Cada vez que el calendario marca viernes 13, resurgen las supersticiones y los rituales para evitar la mala fortuna. Aunque para muchos se trata solo de una tradición cultural, el temor que despierta esta fecha sigue vigente en diversas partes del mundo y atraviesa generaciones.
El origen de esta creencia se relaciona con episodios históricos, simbolismos religiosos y construcciones culturales que alimentaron su reputación negativa. A pesar del avance de la ciencia y la racionalidad, el mito del viernes 13 continúa influyendo en la vida cotidiana y en la forma en que muchas personas interpretan la suerte.
Los colores de la suerte según el Feng Shui: así deberías pintar tu casa este 2026La creencia de que el viernes 13 trae mala suerte tiene raíces profundas en la historia y la mitología. Se asocia con diversos eventos trágicos y personajes bíblicos, como la crucifixión de Jesucristo, que se dice ocurrió un viernes, y la presencia de 13 personas en la Última Cena. Además, en la mitología escandinava, el número 13 también está vinculado a la muerte del dios Baldur durante una cena con 12 dioses, lo que refuerza la percepción de mala suerte asociada a este número.
Viernes 13 o martes 13: qué dice la tradición
Para comenzar, es necesario aclarar que tanto los martes 13 como los viernes 13 son portadores de malos presagios. Ambos son considerados como "días de brujas", la diferencia sólo depende del país en el que se esté.
Así, en Estados Unidos el más temido es el viernes mientras que en Latinoamérica y España lo es el martes. Y otro dato curioso: en Italia, el día de la mala suerte es el viernes 17.

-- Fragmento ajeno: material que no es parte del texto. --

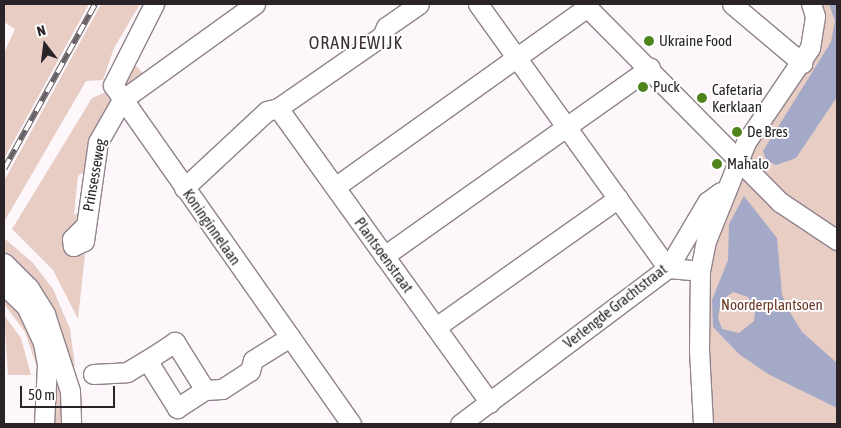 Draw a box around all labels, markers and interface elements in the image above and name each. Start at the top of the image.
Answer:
north arrow [20,20,70,70]
text: N [35,22,47,39]
district label: ORANJEWIJK [307,32,405,54]
place label: Ukraine Food [659,32,732,50]
marker: Ukraine Food [643,35,655,47]
place label: Puck [653,78,680,96]
place label: Cafetaria Kerklaan [712,80,763,115]
marker: Puck [637,81,649,93]
marker: Cafetaria Kerklaan [696,92,708,104]
place label: De Bres [747,123,788,141]
marker: De Bres [731,126,743,138]
street label: Prinsesseweg [79,137,109,213]
place label: Mah̄alo [727,155,769,173]
marker: Mah̄alo [711,158,723,170]
street label: Koninginnelaan [179,186,245,268]
street label: Plantsoenstraat [351,214,417,296]
street label: Verlengde Grachtstraat [560,260,670,352]
park label: Noorderplantsoen [721,296,823,314]
scale bar [22,376,118,408]
text: 50 m [28,386,55,403]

Ahora bien, ¿hay una explicación basada en un hecho puntual o la mala suerte del viernes 13 es solo un mito universal? Veamos.
Viernes 13: el origen histórico y la película que reforzó su fama de mala suerte
La creencia de que el viernes 13 es un día desafortunado tiene su origen en un episodio histórico clave ocurrido el 13 de octubre de 1307, en plena época de los templarios.

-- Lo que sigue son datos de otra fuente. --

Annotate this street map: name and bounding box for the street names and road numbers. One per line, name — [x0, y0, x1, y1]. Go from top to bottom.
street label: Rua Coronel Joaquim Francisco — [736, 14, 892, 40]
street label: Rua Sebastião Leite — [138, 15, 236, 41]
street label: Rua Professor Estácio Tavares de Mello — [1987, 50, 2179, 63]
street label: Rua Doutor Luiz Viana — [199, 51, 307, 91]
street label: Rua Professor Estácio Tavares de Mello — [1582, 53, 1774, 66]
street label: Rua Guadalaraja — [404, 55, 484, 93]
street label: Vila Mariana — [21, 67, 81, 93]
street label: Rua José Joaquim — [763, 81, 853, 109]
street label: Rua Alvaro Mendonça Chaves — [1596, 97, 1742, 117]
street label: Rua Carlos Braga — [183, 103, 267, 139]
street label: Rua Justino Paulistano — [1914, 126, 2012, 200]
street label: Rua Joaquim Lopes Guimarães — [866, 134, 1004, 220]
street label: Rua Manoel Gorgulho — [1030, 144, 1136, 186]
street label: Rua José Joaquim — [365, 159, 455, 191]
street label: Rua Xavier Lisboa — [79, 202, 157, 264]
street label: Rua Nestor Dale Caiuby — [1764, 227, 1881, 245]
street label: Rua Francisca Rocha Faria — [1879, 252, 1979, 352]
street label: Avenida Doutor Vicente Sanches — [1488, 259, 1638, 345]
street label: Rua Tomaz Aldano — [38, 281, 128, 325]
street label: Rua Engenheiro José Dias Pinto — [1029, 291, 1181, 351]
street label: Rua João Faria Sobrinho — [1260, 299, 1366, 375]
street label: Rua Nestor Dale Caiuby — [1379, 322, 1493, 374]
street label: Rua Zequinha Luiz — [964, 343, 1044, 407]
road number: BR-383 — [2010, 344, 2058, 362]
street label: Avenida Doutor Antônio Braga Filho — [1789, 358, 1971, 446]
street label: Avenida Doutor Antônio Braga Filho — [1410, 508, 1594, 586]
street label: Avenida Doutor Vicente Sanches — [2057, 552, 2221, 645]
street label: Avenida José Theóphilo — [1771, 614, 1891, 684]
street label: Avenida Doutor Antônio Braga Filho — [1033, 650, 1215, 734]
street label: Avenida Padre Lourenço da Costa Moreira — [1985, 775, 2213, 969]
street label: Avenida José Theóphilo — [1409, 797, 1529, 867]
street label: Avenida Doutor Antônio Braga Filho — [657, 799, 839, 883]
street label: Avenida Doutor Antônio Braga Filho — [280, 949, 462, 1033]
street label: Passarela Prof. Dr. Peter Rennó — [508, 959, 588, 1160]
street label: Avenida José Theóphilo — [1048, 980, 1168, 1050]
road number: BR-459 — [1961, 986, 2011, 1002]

Ese día, la Santa Inquisición detuvo y capturó a la orden de los caballeros templarios en París, en una persecución que derivó en una gran masacre y en la quema en la hoguera de sus integrantes. Con el paso del tiempo, la literatura y el cine contribuyeron a reforzar el temor asociado a esta fecha.
En la década de 1980, el director estadounidense Sean Cunningham capitalizó ese imaginario para crear Friday the 13th (“Viernes 13”), la célebre película de terror en la que el pequeño Jason muere ahogado y desata una serie de crímenes.
El film, considerado de culto, se estrenó el viernes 13 de junio de 1980, convirtió a Jason Voorhees en un ícono del género y tuvo como inspiración el libro Viernes, el XIII, publicado en 1907 por Thomas Lawson.
Qué representa el número 13 y por qué se lo considera desafortunado
Aunque algunos sostienen que la connotación negativa del número 13 es relativamente reciente, su mala reputación ya puede rastrearse en la antigüedad. Los babilonios denominaban al decimotercer mes de los años bisiestos como “cuervo de mala suerte”, mientras que en China se lo conocía como “señor calamitoso”.
En la tradición bíblica, el fin del mundo comienza en el capítulo 13 del Apocalipsis, y este número también remite a Judas, el decimotercer participante de la última cena, lo que simboliza la muerte de Cristo, ocurrida un viernes.
En la mitología escandinava, el dios Baldur murió de un flechazo cuando los doce grandes dioses estaban reunidos en una mesa a la que él no pudo llegar. Además, algunos creen que la caída de la Torre de Babel tuvo lugar un día 13, reforzando su vínculo con la destrucción.
La simbología del 13 también aparece en el Tarot, en el Arcano XIII, representado por un esqueleto con guadaña que corta cabezas y hierbas, sin que la palabra muerte figure en la carta.
Desde una mirada simbólica, el 13 se considera desafortunado porque rompe la perfección del 12, número asociado al zodiaco y al universo. Doce son los signos por los que transita el Sol en un año y trece los que recorre la Luna, lo que vincula al 13 con el ciclo lunar, históricamente subestimado en culturas patriarcales.
En el calendario lunar, el último mes —el decimotercero— coincide con la “muerte” del Sol en el solsticio de invierno. Mientras que las culturas que conciben el tiempo como un ciclo natural aceptan este proceso de renovación, las sociedades patriarcales, con una visión lineal del tiempo y centradas en un Sol constante, tienden a percibirlo como una catástrofe.